These 8 Republican Women Voted Against Codifying Roe v. Wade

By Giulia Carbonaro

Republicans in the Senate blocked a national abortion rights bill which aimed to codify the right to abortion in the U.S. at a federal level.

The bill, pushed forward by Democrats as a protest gesture against revelations that the Supreme Court is seemingly preparing to overturn Roe v. Wade, needed to reach a 60-vote threshold to pass, but it failed to do so, as was widely expected.

The vote was opposed by 51 senators, with only 49 votes in favor—falling considerably short of the necessary threshold.

The measure was unanimously opposed by all Republican senators, who were joined by one Democrat, Senator Joe Manchin III of West Virginia.
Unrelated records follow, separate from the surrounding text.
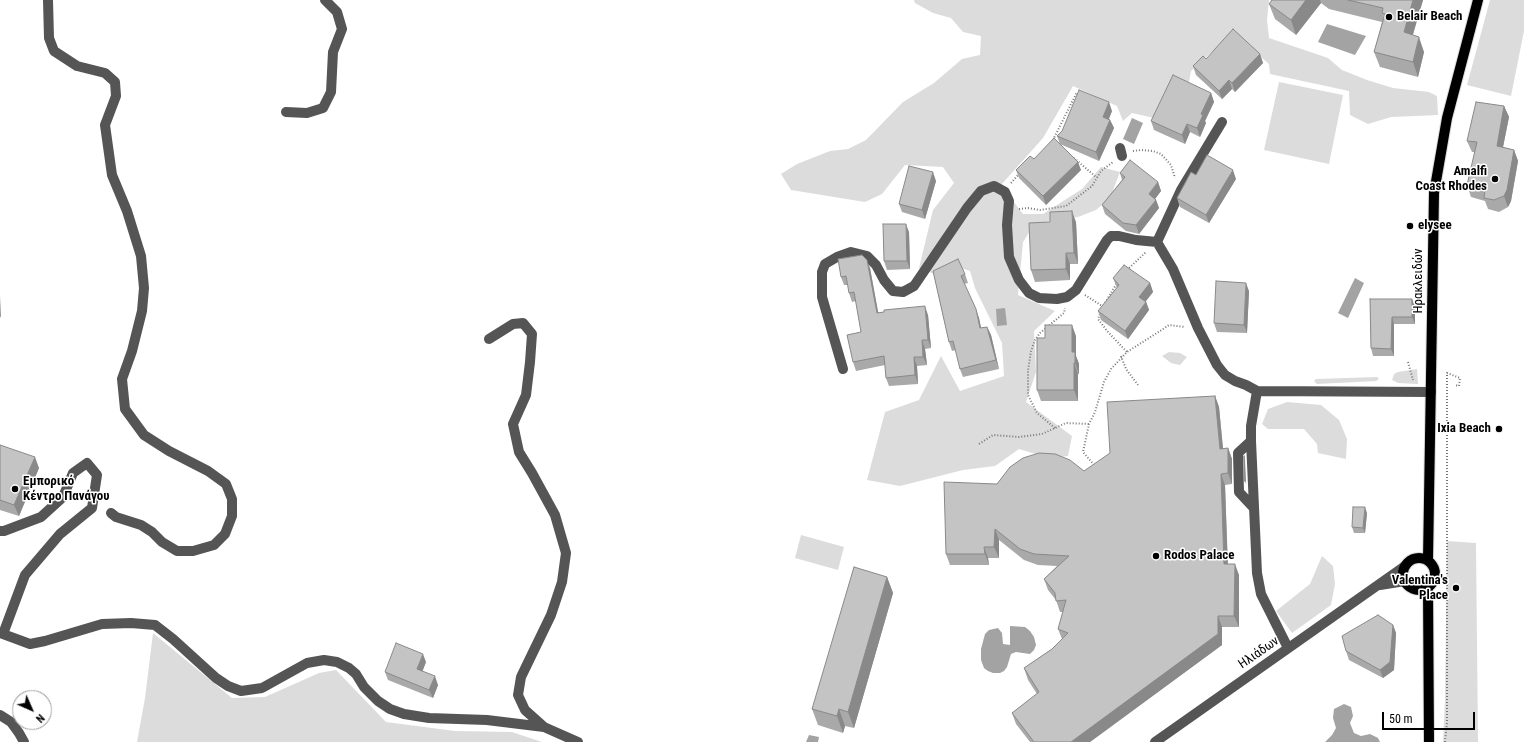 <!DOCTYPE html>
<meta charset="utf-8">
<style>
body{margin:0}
#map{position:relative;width:1524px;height:742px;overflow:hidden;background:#fff;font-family:"Roboto Condensed",sans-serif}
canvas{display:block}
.north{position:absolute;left:12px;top:690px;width:40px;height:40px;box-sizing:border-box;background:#fff;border:1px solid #999;border-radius:50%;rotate:135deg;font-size:11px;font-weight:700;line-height:16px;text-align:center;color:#000}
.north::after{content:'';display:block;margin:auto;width:14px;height:18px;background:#000;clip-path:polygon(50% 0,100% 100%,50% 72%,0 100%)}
.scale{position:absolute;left:1382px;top:712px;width:93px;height:18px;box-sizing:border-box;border:2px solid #000;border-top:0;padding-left:5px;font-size:12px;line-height:14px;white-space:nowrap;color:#000;-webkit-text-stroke:3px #fff;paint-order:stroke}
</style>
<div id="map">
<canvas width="1524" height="742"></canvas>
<div class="north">N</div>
<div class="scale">50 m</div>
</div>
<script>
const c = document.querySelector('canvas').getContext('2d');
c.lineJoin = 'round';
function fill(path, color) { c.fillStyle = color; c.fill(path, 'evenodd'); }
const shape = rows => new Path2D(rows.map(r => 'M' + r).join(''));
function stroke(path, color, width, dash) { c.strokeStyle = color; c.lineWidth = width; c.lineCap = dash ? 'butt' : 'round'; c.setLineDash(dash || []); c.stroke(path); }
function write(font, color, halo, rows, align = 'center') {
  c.font = font + ' "Roboto Condensed",sans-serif'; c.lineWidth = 3; c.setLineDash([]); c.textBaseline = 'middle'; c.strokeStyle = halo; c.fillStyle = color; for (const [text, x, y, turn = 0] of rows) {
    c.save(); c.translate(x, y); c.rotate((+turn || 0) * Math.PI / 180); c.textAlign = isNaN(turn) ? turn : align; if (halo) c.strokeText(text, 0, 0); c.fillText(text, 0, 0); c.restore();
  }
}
const green = shape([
 [914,0,1269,0,1267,20,1269,38,1328,58,1342,70,1367,80,1393,88,1429,92,1437,96,1438,115,1391,117,1368,124,1350,115,1349,91,1270,74,1269,64,1233,32,1191,71,1189,82,1171,80,1154,118,1132,113,1123,121,1117,106,1073,86,1043,138,1001,185,1023,214,1043,214,1082,189,1101,167,1120,172,1110,198,1096,210,1078,217,1051,220,1032,228,1023,242,1018,295,1055,311,1034,331,1036,372,1026,402,1072,436,1068,456,1049,458,1019,449,995,466,963,470,900,486,867,480,885,412,919,400,941,356,960,391,1004,376,1002,343,975,288,970,271,961,268,937,275,919,268,933,210,954,183,943,167,905,165,882,194,865,202,791,190,781,174,797,164,830,151,848,149,866,140,903,102,934,83,962,59,980,55,981,36,963,32,951,18,933,13,915,3],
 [1490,0,1524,0,1524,31,1511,96,1467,85],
 [1279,82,1343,95,1329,164,1264,150],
 [1169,352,1180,353,1187,357,1180,365,1171,363,1162,356],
 [1417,369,1418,384,1398,383,1392,380,1394,374,1398,372],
 [1377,377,1379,379,1376,381,1317,384,1314,381,1316,379],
 [1287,402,1321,405,1339,420,1347,439,1346,459,1318,453,1317,444,1304,429,1268,429,1262,424,1268,409],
 [801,535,844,547,838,570,795,558],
 [1447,541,1476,543,1478,742,1443,742,1445,699],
 [1322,556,1333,566,1335,584,1331,605,1292,633,1276,611,1310,584],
 [153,633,232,698,265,697,319,673,336,670,386,722,455,731,512,732,542,742,137,742,145,698]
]);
const water = shape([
 [1327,24,1366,36,1355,55,1318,42],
 [1132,118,1143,123,1134,144,1123,139],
 [1355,278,1364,283,1348,318,1338,313],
 [1005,308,1007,325,997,326,996,309],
 [1010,626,1025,627,1030,631,1034,637,1036,645,1034,650,1030,654,1016,652,1011,654,1007,667,1004,671,1000,673,993,673,988,671,984,668,981,660,981,649,985,634,989,630,998,628,1002,633,1003,644,1010,645],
 [1344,704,1351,707,1353,716,1350,723,1354,733,1361,736,1370,734,1378,738,1380,742,1325,742,1332,735,1336,728,1333,718,1334,709],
 [809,735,819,737,818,742,806,742]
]);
const path = shape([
 [1053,140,1077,92],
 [1133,151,1141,150,1153,151,1161,154,1171,165,1175,178],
 [1074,158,1096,177],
 [1011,183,1019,174],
 [1019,209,1028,208,1040,210,1066,206,1092,186,1101,171,1113,162],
 [1127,270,1146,252],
 [1085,295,1102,306],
 [1102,308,1117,283],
 [1100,314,1098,319,1108,332,1127,352],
 [1121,356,1126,369,1138,385],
 [1408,362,1413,380],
 [1055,428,1037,413,1028,395,1028,371,1031,351,1035,340,1040,333,1064,313,1065,308],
 [979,444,993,435,1019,437,1042,434,1066,423,1089,424],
 [1094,465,1083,452,1089,424,1095,412,1104,382,1111,369,1127,352,1160,331,1169,325,1185,327],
 [1445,742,1447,723,1447,373,1460,378,1459,386,1455,385]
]);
const minor = shape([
 [48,0,49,38,54,51,77,66,105,73,115,82,116,96,105,125,112,175,127,211,141,256,144,288,142,311,132,351,122,379,125,409,144,435,169,451,208,471,226,484,232,499,232,516,225,534,214,545,193,551,177,551,162,542,152,532,141,525,116,517,111,513],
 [286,112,307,113,323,108,331,92,333,52,342,29,337,12,325,0],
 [1120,148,1122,156],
 [1157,242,1181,190,1222,122],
 [489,339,513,324,523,323,532,334,530,362,526,395,513,424,519,452,532,473,555,515,566,553,562,582,551,615,521,677,518,695,525,710,544,727],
 [843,369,822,297,822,272,825,264,837,257,851,252,867,256,876,265,884,280,893,291,903,292,914,286,967,208,981,191,994,186,1005,192,1009,201,1007,225,1009,257,1019,280,1029,293,1039,298,1057,299,1067,297,1076,290,1107,240,1111,236,1119,236,1136,240,1157,242,1173,269,1198,328,1217,365,1225,375,1235,381,1246,385,1257,391,1431,392],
 [1257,391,1251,426,1251,441,1257,573,1261,594,1288,648],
 [1251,441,1238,453,1239,492,1253,507],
 [0,531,4,531,41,517,63,497,73,473,87,463,97,475,92,508,60,534,25,575,3,634],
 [1380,585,1405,581],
 [0,633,30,644,45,641,102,624,131,623,155,625,173,639,216,678,228,686,241,691,262,688,307,663,324,660,337,662,349,668,356,674,364,687,378,701,390,709,404,714,429,718,487,720,544,727,578,742],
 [0,715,11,722,19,733,24,742],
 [1155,742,1405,566]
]);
const major = shape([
 '1403 574a16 16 0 1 1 32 0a16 16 0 1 1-32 0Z',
 [1428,560,1434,193,1447,118,1478,0],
 [1428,587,1429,742]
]);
const wall = shape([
 [1272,0,1423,0,1413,35,1424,52,1418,77,1380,67,1374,52,1382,22,1329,9,1321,3,1296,35,1275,19,1269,4],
 [1260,54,1263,63,1235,92,1232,89,1222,99,1196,75,1193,66,1206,59],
 [1211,93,1214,102,1205,121,1206,123,1200,137,1190,132,1185,144,1154,130,1151,121],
 [1504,106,1509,117,1503,147,1514,150,1518,161,1511,201,1508,207,1499,212,1488,209,1485,201,1471,197,1467,185,1475,152,1472,152,1467,141],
 [1112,111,1109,119,1110,120,1114,128,1099,161,1060,144,1081,170,1046,205,1019,178,1016,170,1034,159,1060,144,1057,136],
 [1120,173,1158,182,1161,191,1155,199,1156,200,1159,208,1139,234,1126,231,1105,214,1102,205,1122,180],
 [1196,175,1236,179,1209,223,1180,207,1177,198],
 [936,181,925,219,902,212,899,204],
 [1076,222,1078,264,1070,264,1070,280,1035,282,1031,270],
 [909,232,910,269,887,270,884,261],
 [870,268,878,313,928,315,931,348,925,349,927,365,917,366,918,384,889,386,886,378,885,365,856,371,853,362,861,332,856,301,852,302,849,293,848,285,844,285,841,277],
 [933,271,965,274,968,283,964,284,979,318,981,328,987,327,991,335,999,369,963,377,960,369,956,350,952,351,949,342],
 [1113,278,1150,283,1153,292,1146,301,1149,310,1128,339,1101,320,1098,311,1117,288],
 [1249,291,1247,333,1217,332,1214,323],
 [1370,299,1415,306,1415,324,1394,324,1394,356,1373,356,1371,348],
 [1076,336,1076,356,1079,364,1079,374,1078,374,1078,401,1041,401,1037,390],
 [1215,396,1219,407,1223,448,1228,448,1232,459,1232,484,1225,485,1228,564,1239,575,1239,627,1222,627,1222,645,1090,742,1030,742,1016,724,1012,713,1037,694,1028,680,1024,668,1052,649,1062,639,1058,629,1063,612,1060,612,1056,600,1048,590,1044,579,1057,566,1038,565,1024,560,999,540,999,558,988,558,989,565,950,565,946,554,997,484,1084,471],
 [0,445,39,468,19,516,0,510],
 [1367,513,1365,533,1354,533,1352,527],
 [887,577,893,593,854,728,845,726,843,733,818,725,812,709],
 [1393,625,1396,633,1394,670,1383,678,1349,660,1346,651],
 [426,662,422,671,438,685,433,698,388,680,385,672]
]);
const shadedWall = shape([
 [1306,0,1320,0,1321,3,1296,35,1291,20],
 [1413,0,1423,0,1409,47,1404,32],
 [1419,37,1424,52,1418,77,1413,62],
 [1260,54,1263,63,1235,92,1232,83],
 [1229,80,1232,89,1222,99,1219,91],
 [1211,93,1214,102,1205,121,1206,123,1200,137,1197,128,1201,114],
 [1109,102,1112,111,1106,125,1103,117],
 [1504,106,1509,117,1501,157,1497,146],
 [1110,120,1114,128,1099,161,1096,152],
 [1187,124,1190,132,1185,144,1182,135],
 [1514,150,1518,161,1511,201,1508,207,1504,196],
 [1078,162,1081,170,1046,205,1043,196],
 [1233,170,1236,179,1209,223,1206,215],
 [933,172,936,181,925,219,922,210],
 [1158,182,1161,191,1152,203,1149,194],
 [1156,200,1159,208,1139,234,1136,225],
 [1072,211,1076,222,1078,264,1074,253],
 [906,224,909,232,910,269,907,261],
 [1066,253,1070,264,1070,280,1066,269],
 [867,260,870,268,880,322,877,313],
 [1150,283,1153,292,1142,306,1139,297],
 [1246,283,1249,291,1247,333,1244,325],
 [0,296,1,318,0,316],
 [1412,299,1415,306,1415,324,1412,317],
 [1146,302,1149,310,1128,339,1125,331],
 [925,306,928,315,931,348,928,340],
 [976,309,979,318,983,337,980,328],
 [1392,317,1394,324,1394,356,1391,349],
 [1072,325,1076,336,1076,356,1079,364,1079,374,1075,363,1072,352],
 [987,327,991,335,999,369,996,360],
 [922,340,925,349,927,365,923,357],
 [914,357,917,366,918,384,915,375],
 [1074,363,1078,374,1078,401,1074,390],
 [1215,396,1219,407,1224,460,1220,449],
 [1228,448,1232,459,1232,484,1228,473],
 [1244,456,1245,459,1246,484,1245,481],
 [35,457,39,468,19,516,14,505],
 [1221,474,1225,485,1228,575,1224,564],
 [1365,507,1367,513,1365,533,1363,528],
 [995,529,999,540,999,558,994,547],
 [984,547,988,558,989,565,985,554],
 [1235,564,1239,575,1239,627,1234,616],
 [887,577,893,593,854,728,848,712],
 [1218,616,1222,627,1222,645,1090,742,1071,742],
 [1393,625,1396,633,1394,670,1383,678,1380,670],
 [423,654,426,662,420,678,417,669],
 [435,676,438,685,433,698,429,690],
 [839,709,845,726,843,733,837,716]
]);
const building = shape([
 [1272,0,1306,0,1291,20,1269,4,1272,0],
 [1348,0,1413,0,1404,32,1419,37,1413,62,1374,52,1385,14,1382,13,1383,8,1348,0],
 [1233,29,1260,54,1232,83,1229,80,1219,91,1193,66,1203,56,1206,59,1233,29],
 [1173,75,1211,93,1201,114,1203,115,1197,128,1187,124,1182,135,1151,121,1173,75],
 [1079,90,1109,102,1103,117,1110,120,1096,152,1057,136,1062,131,1079,90],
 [1476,102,1504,106,1497,146,1514,150,1507,190,1504,196,1494,200,1484,198,1485,191,1467,185,1477,142,1467,141,1476,102],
 [1054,138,1078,162,1043,196,1016,170,1030,156,1034,159,1054,138],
 [1207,155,1233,170,1206,215,1177,198,1191,172,1196,175,1207,155],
 [1130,160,1158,182,1149,194,1156,200,1136,225,1123,223,1102,205,1125,177,1120,173,1130,160],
 [909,166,933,172,922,210,899,204,909,166],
 [1072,211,1074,253,1066,253,1066,269,1031,270,1029,223,1050,222,1050,212,1072,211],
 [883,224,906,224,907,261,884,261,883,224],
 [862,255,867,260,877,313,884,312,884,310,925,306,928,340,922,340,923,357,914,357,915,375,886,378,884,356,853,362,847,335,861,332,854,292,849,293,846,276,841,277,838,259,862,255],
 [958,259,965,274,961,276,976,309,980,328,987,327,996,360,960,369,953,341,949,342,933,271,958,259],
 [1124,265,1150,283,1139,297,1146,302,1125,331,1098,311,1119,285,1113,278,1124,265],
 [1216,281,1246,283,1244,325,1214,323,1216,281],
 [1370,299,1412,299,1412,317,1392,317,1391,349,1371,348,1370,299],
 [1045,325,1072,325,1072,352,1075,352,1075,363,1074,363,1074,390,1037,390,1037,338,1045,338,1045,325],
 [1215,396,1220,449,1228,448,1228,473,1221,474,1224,564,1235,564,1234,616,1218,616,1218,634,1071,742,1034,742,1012,713,1039,692,1024,668,1052,649,1068,633,1058,629,1066,600,1056,601,1055,593,1044,579,1069,556,1034,554,1020,549,995,529,994,547,984,547,985,554,946,554,944,482,997,484,1010,467,1023,458,1039,453,1055,454,1070,460,1084,471,1110,453,1107,402,1215,396],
 [0,445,35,457,14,505,0,500,0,445],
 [1244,456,1245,481,1244,481,1244,456],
 [1353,507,1365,507,1363,528,1352,527,1353,507],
 [854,567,887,577,848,712,839,709,837,716,812,709,854,567],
 [1378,615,1393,625,1390,662,1380,670,1346,651,1342,636,1378,615],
 [396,643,423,654,417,669,435,676,429,690,385,672,396,643]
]);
const markers = [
 [1389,17,4,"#000"],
 [1495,179,4,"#000"],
 [1410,226,4,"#000"],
 [1499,429,4,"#000"],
 [15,489,4,"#000"],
 [1156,556,4,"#000"],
 [1456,588,4,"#000"]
];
const poiNames = [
 ["Belair Beach",1397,17],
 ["Amalfi",1487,172,"right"],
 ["Coast Rhodes",1487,187,"right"],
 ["elysee",1418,226],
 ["Ixia Beach",1491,429,"right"],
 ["Εμπορικό",23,482],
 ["Κέντρο Πανάγου",23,497],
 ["Rodos Palace",1164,556],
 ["Valentina's",1448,581,"right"],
 ["Place",1448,596,"right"]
];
const streetNames = [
 ["Ηρακλειδών",1419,281,-90],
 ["Ηλιάδων",1259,653,-35]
];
fill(green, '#dcdcdc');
fill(water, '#a3a3a3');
stroke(major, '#dbdbdb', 12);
stroke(path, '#777', 2, [1, 2]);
stroke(minor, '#555', 10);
stroke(major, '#000', 10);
fill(wall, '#a9a9a9');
fill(shadedWall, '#898989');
fill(building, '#c4c4c4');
stroke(building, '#898989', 1);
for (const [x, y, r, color] of markers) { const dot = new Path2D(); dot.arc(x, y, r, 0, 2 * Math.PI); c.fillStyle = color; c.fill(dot); stroke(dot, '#fff', 1.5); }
write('bold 13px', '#000', '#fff', poiNames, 'left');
write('13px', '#000', '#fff', streetNames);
</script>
Eight women were among the 50 Republican senators who voted to oppose abortion becoming enshrined in federal law: Senator Cynthia Lummis of Wyoming, Senator Marsha Blackburn of Tennessee, Senator Cindy Hyde-Smith of Mississippi, Senator Joni Ernst of Iowa, Senator Shelley Moore Capito of West Virginia, Senator Deb Fischer of Nebraska, Senator Lisa Murkowski of Alaska and Senator Susan Collins of Maine.
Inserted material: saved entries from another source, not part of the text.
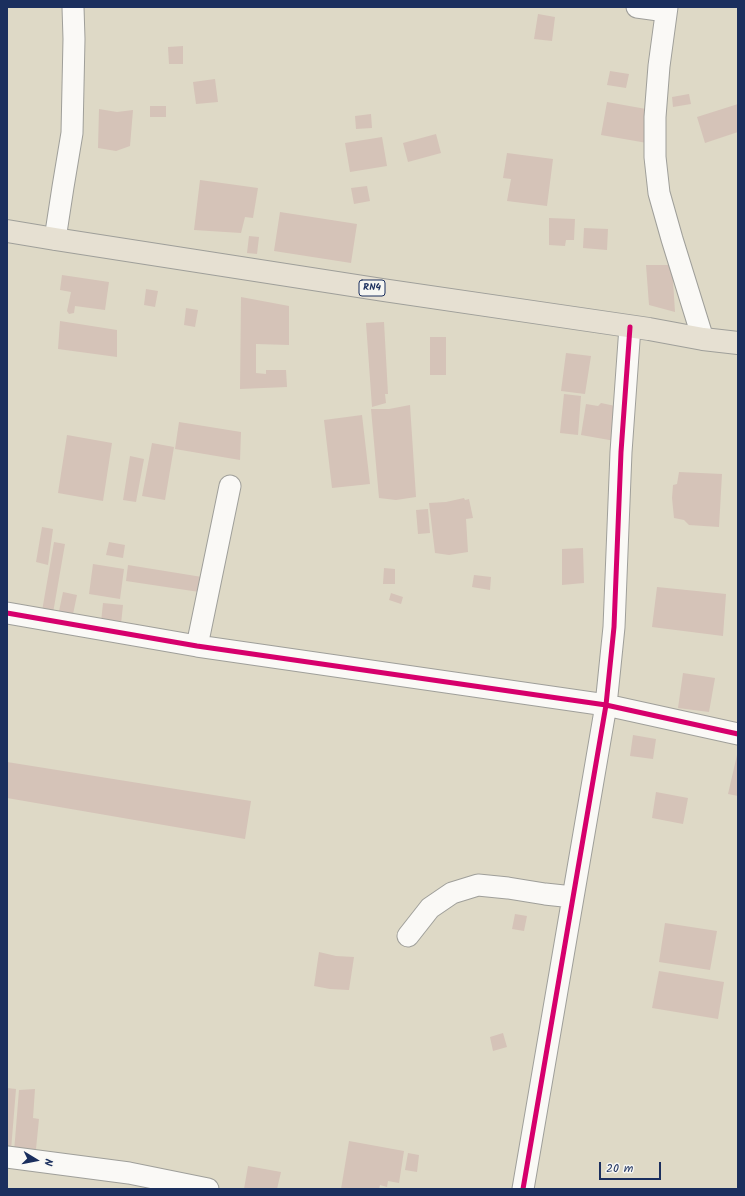 <!DOCTYPE html>
<style>
body{margin:0}
#map{position:relative;width:745px;height:1196px;overflow:hidden;background:#ded9c6;font-family:Kalam,sans-serif}
canvas{display:block}
.frame{position:absolute;inset:0;border:8px solid #1b2f5e;pointer-events:none}
.north{position:absolute;left:16px;top:1140px;width:40px;height:40px;-webkit-text-stroke:3px #f6f6f2;paint-order:stroke;rotate:100deg;font-size:11px;font-weight:700;line-height:16px;text-align:center;color:#1b2f5e}
.north::after{content:'';display:block;margin:auto;width:14px;height:18px;background:#1b2f5e;clip-path:polygon(50% 0,100% 100%,50% 72%,0 100%)}
.scale{position:absolute;left:599px;top:1162px;width:62px;height:18px;box-sizing:border-box;border:2px solid #1b2f5e;border-top:0;padding-left:5px;font-size:12px;line-height:14px;white-space:nowrap;color:#1b2f5e;-webkit-text-stroke:3px #f6f6f2;paint-order:stroke}
</style>
<div id="map">
<canvas width="745" height="1196"></canvas>
<div class="frame"></div>
<div class="north">N</div>
<div class="scale">20 m</div>
</div>
<script>
const c = document.querySelector('canvas').getContext('2d');
c.lineJoin = 'round';
function paint(path, color) { c.fillStyle = color; c.fill(path, 'evenodd'); }
const shape = rows => new Path2D(rows.map(r => 'M' + r).join(''));
function trace(path, color, width, dash) { c.strokeStyle = color; c.lineWidth = width; c.lineCap = dash ? 'butt' : 'round'; c.setLineDash(dash || []); c.stroke(path); }
function label(font, color, halo, rows, align = 'center') {
  c.font = font + ' Kalam,sans-serif'; c.lineWidth = 3.5; c.setLineDash([]); c.textBaseline = 'middle'; c.strokeStyle = halo; c.fillStyle = color; for (const [text, x, y, turn = 0] of rows) {
    c.save(); c.translate(x, y); c.rotate((+turn || 0) * Math.PI / 180); c.textAlign = isNaN(turn) ? turn : align; if (halo) c.strokeText(text, 0, 0); c.fillText(text, 0, 0); c.restore();
  }
}
paint(shape([
 [538,14,555,17,552,41,534,39],
 [183,46,183,64,169,64,168,47],
 [610,71,629,74,626,88,607,85],
 [215,79,218,102,196,104,193,82],
 [689,94,691,104,673,107,672,97],
 [607,102,646,109,647,143,601,135],
 [738,104,738,132,705,143,697,117],
 [150,106,166,106,166,117,150,117],
 [99,109,117,112,133,110,130,146,116,151,98,148],
 [371,114,372,128,356,129,355,116],
 [436,134,441,153,408,162,403,143],
 [382,137,387,166,350,172,345,143],
 [507,153,553,159,547,206,507,201,511,179,503,178],
 [200,180,258,188,253,218,245,217,241,233,194,230],
 [367,186,370,201,354,204,351,188],
 [280,212,357,224,351,263,274,251],
 [549,218,575,219,574,240,566,240,565,246,549,245],
 [584,228,608,229,607,250,583,248],
 [249,236,259,237,257,254,247,253],
 [646,265,672,265,675,312,649,305],
 [62,275,109,282,105,310,75,306,74,313,69,314,67,311,71,292,60,290],
 [146,289,158,291,155,307,144,305],
 [241,297,289,306,289,345,256,344,256,373,266,374,266,370,286,370,287,387,240,389],
 [186,308,198,310,195,327,184,325],
 [60,321,117,330,117,357,58,349],
 [384,322,388,394,385,394,386,403,372,407,366,323],
 [430,337,446,337,446,375,430,375],
 [566,353,591,356,585,394,561,391],
 [564,394,581,396,578,435,560,433],
 [601,403,620,407,615,441,581,435,586,404,598,406],
 [410,405,416,497,396,500,379,498,371,409,389,409],
 [362,415,370,484,332,488,324,420],
 [179,422,241,432,240,460,175,449],
 [67,435,112,443,103,501,58,493],
 [152,443,174,447,165,500,142,496],
 [130,456,144,459,136,502,123,500],
 [679,472,722,474,719,527,689,525,684,520,674,518,672,498,673,485,677,484],
 [464,498,465,500,469,499,473,518,466,519,468,552,449,555,435,553,429,503,446,502],
 [428,509,430,533,418,534,416,510],
 [42,527,53,529,48,565,36,562],
 [54,542,65,544,53,613,42,611],
 [109,542,125,545,123,558,106,555],
 [583,548,584,583,562,585,562,549],
 [93,564,124,569,120,599,89,594],
 [128,565,208,578,206,593,126,581],
 [384,568,395,569,395,584,383,584],
 [474,575,491,577,490,590,472,587],
 [657,587,726,594,723,636,652,627],
 [63,592,77,595,72,619,58,616],
 [391,593,403,597,401,604,389,600],
 [103,603,123,605,121,624,101,622],
 [683,673,715,678,709,712,678,708],
 [633,735,656,739,653,759,630,756],
 [737,755,738,755,738,796,728,794],
 [7,762,251,801,245,839,7,798],
 [656,792,688,798,683,824,652,818],
 [515,914,527,916,524,931,512,929],
 [665,923,717,931,710,970,659,962],
 [319,952,336,956,354,957,349,990,330,989,314,986],
 [659,971,724,982,718,1019,652,1008],
 [503,1033,507,1047,493,1051,490,1037],
 [7,1088,16,1089,11,1150,7,1149],
 [35,1089,33,1118,39,1119,36,1149,14,1152,19,1090],
 [349,1141,404,1151,399,1183,388,1181,387,1187,380,1185,379,1189,341,1189],
 [408,1153,419,1155,417,1172,405,1170],
 [248,1166,281,1172,277,1189,244,1189]
]), '#d5c3b8');
const minor = shape([
 [637,7,666,11],
 [667,7,659,66,655,117,655,157,659,193,672,239,703,339],
 [55,239,63,187,72,133,74,39,73,7],
 [7,613,197,646,606,705,738,734],
 [197,646,230,486],
 [408,936,430,908,452,893,478,885,508,888,545,894,573,897],
 [7,1157,129,1173,208,1189],
 [523,1189,606,705,614,627,621,452,630,327]
]);
const highway = shape([
 [7,231,55,239,383,290,649,329,703,339,738,343]
]);
trace(minor, '#9f9f9a', 23);
trace(highway, '#9f9f9a', 24);
trace(minor, '#faf9f6', 21);
trace(highway, '#e6e0d2', 22);
trace(shape([
 [7,613,197,646,606,705,738,734],
 [523,1189,606,705,614,627,621,452,630,327]
]), '#d6006c', 5);
for (const [x, y, w] of [
 [372,288,26]
]) { const box = new Path2D(); box.roundRect(x - w / 2, y - 8, w, 16, 3); c.fillStyle = '#f6f6f2'; c.fill(box); trace(box, '#1b2f5e', 1); }
label('bold 10px', '#1b2f5e', null, [
 ["RN4",372,288]
]);
</script>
Mississippi, Tennessee and Wyoming, states represented by three of these senators, are considered among the 13 states where overturning Roe v. Wade would immediately trigger state-wide abortion bans.

Alaska, Iowa and West Virginia have no immediate laws banning or protecting abortion rights, but West Virginia is among the states considered by analysts likely to follow with severe restrictions to the right to abortion if Roe v. Wade falls.

Senator Lummis had announced she would have voted against the bill before Wednesday, saying she would oppose it because "it is not just a codification of Roe vs. Wade, it expands Roe vs. Wade dramatically and once again tries to legislate at the Federal level matters that should be handled by the states," she said, as reported by Wyoming News Now.

Senator Blackburn also made her stance on abortion rights clear, writing on Twitter after the Senate vote saying she voted no "on the radical left's plan to make every state a late-term abortion state, allow dismemberment and telemedicine abortions, and remove informed consent."

Senator Hyde-Smith wrote on Twitter that she was "proud" of her vote "to stop another misguided, radical attempt to make abortion on demand the law of the land."

Senators Ernst and Fischer are both long-standing opponents of abortions, and their vote against the bill on Wednesday was expected.

Senator Shelley Moore Capito wrote in a statement following the vote that she had opposed "this radical legislation" because she considers it to deny "faith-based conscience protections under the Religious Freedom Restoration Act of 1993" and to create "a right to an abortion at any point of the pregnancy."

Senator Murkowski has repeatedly expressed her support for codifying Roe v. Wade, but had announced she would have voted against the abortion bill on Wednesday because, in her opinion, it went further than Roe, "nullifying state and religious freedom laws across the country in the process."

"I strongly support women's reproductive freedoms, including the right to abortion established by Roe and Casey. I also believe in limited government and an individual's liberty to make choices about their own health," said Murkowski in an official statement.

The Alaska's Senator opposes late-term abortions, with the exceptions of cases of rape, incest, or threat to a woman's life.

Senator Collins of Maine has a very similar opinion to that of Murkowski. Collins said she support enshrining the right to abortion under federal law as per Roe v. Wade and Planned Parenthood v. Casey, but she does not support legislation that undercut "basic conscience protections" for individual states.

In February, the two senators have introduced their own bill to codify Roe v. Wade and protect abortion rights under federal law, the Reproductive Choice Act.

"Unlike some far-left activists, Senator Murkowski and I want the law today to be the law tomorrow. That's why we introduced legislation in February that would enshrine the important Roe and Casey protections into law without undercutting statutes that have been in place for decades and without eliminating basic conscience protections that are relied upon by health care providers who have religious objections to performing abortions," said Collins in an official statement on her website.